Re: A new proposal for how to deal with text track cues

Hi John,

I don't even know if I want to reply to this because there are some
fundamental ways in which the Web and Web browsers work that don't
seem to be something you subscribe to. As long as we disagree about
these approaches and that Web features are necessary, there will be no
agreement possible on how a caption format for the Web should work.
I'd rather agree to disagree at that stage. But let's see if we have
reached that point yet.


On Wed, Jun 19, 2013 at 1:16 PM, John Birch <John.Birch@screensystems.tv> wrote:
> Hi Silvia,
>
> With respect to the specific points in your email:
> RE:  ...the browser has to do something when a line of text has to be wrapped because the video's width is too small to render the text.
> Why should the browser 'do something'? The text should remain relative in size to the video, or if that has readability implications a) one would question the validity of captioning in the first place, and b) the captions should be **specifically purposed** to that reduced screen size. The concept of a one size fits all caption file is invalid. Reduction in the amount of text might be appropriate, or a faster repetition rate of shorter captions might be an alternative strategy. An algorithm cannot even get close to an acceptable presentation automagically without considerably more metadata than is available at this point in the chain.

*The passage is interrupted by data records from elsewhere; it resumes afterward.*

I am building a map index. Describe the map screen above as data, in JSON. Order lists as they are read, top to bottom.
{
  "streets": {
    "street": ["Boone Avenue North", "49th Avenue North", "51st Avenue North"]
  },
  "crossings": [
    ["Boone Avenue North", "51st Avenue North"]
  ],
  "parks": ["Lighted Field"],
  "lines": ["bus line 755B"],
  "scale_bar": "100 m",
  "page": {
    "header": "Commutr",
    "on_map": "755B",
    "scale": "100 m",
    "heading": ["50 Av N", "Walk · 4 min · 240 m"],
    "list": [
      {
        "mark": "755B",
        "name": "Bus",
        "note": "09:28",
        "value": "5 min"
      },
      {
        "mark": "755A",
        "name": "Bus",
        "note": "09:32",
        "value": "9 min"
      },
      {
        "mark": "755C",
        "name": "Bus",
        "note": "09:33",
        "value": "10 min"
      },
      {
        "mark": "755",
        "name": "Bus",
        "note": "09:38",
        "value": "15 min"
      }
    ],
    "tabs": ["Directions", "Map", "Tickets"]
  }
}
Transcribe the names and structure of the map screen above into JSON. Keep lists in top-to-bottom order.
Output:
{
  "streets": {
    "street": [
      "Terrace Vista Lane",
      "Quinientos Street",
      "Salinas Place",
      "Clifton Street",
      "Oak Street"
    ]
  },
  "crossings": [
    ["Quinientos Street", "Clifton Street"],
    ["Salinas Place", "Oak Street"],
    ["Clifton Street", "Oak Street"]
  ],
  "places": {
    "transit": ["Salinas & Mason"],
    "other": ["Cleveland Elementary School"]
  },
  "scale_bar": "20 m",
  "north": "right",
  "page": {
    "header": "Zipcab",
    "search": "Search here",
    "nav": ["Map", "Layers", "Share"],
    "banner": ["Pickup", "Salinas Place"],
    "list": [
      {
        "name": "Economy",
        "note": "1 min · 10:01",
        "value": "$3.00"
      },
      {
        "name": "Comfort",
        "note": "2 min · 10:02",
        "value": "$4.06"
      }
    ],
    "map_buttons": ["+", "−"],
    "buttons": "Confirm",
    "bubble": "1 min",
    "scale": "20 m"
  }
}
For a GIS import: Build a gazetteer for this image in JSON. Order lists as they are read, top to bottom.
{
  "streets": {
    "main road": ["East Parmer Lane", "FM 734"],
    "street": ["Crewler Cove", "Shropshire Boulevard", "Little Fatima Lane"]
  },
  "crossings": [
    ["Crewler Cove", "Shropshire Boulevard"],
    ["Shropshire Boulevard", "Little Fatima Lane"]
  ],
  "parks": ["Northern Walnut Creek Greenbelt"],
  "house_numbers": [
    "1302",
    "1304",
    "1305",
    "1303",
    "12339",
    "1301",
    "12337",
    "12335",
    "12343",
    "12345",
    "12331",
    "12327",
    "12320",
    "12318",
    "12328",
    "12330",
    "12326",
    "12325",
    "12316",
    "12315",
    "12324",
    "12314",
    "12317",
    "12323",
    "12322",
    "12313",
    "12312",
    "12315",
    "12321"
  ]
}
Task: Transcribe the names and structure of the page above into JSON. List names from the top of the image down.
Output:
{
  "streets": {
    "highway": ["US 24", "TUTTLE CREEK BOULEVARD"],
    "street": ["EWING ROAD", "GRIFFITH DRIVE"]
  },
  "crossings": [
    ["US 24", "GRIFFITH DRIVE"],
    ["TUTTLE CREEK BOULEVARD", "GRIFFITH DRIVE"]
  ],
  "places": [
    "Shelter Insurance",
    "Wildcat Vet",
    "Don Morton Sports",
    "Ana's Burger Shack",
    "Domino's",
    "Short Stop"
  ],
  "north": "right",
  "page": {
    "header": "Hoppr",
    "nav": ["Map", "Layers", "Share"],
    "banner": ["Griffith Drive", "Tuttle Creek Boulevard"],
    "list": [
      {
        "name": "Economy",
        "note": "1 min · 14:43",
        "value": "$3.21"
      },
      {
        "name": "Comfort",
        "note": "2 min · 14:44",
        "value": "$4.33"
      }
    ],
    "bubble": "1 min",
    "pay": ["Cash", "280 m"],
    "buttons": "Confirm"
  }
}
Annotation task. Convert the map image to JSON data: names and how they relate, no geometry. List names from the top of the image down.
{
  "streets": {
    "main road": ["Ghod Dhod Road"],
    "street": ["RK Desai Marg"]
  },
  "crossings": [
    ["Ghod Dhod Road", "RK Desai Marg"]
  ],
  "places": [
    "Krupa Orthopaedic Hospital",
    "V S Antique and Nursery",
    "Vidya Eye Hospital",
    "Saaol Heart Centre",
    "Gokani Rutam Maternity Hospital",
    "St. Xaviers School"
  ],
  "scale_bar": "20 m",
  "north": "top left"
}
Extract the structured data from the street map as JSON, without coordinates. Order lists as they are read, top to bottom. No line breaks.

There are situations in which everything was authored well and the
browser still has to deal with a need to wrap lines.
For example: Assuming the browser is given a line of text to render
onto a video of a given size. Assuming further that the captions were
specifically purposed to fit for that viewport size. Browsers allow
users to interact with the content, for example increase font size to
something that the user finds comfortable to read. Assuming that font
size increase makes the text so big that unless the lines are wrapped,
words will move off the viewport and disappear. Wrapping lines in such
situations is just the lesser of two bad things to do.


> RE: ... Also, you might want to talk with the people at YouTube that have to deal with a lot of garbage captions that they are getting as input...
> I would not regard most YouTube captioning as 'setting a high bar' in caption / subtitling quality 1/2 ;-).

I disagree with your analysis because I have seen much worse caption
display on digital TV or other forms of broadcasting - compared to
those, YouTube is setting a very high bar on how it renders captions.
But let's not get into any "he says she says here". ;-)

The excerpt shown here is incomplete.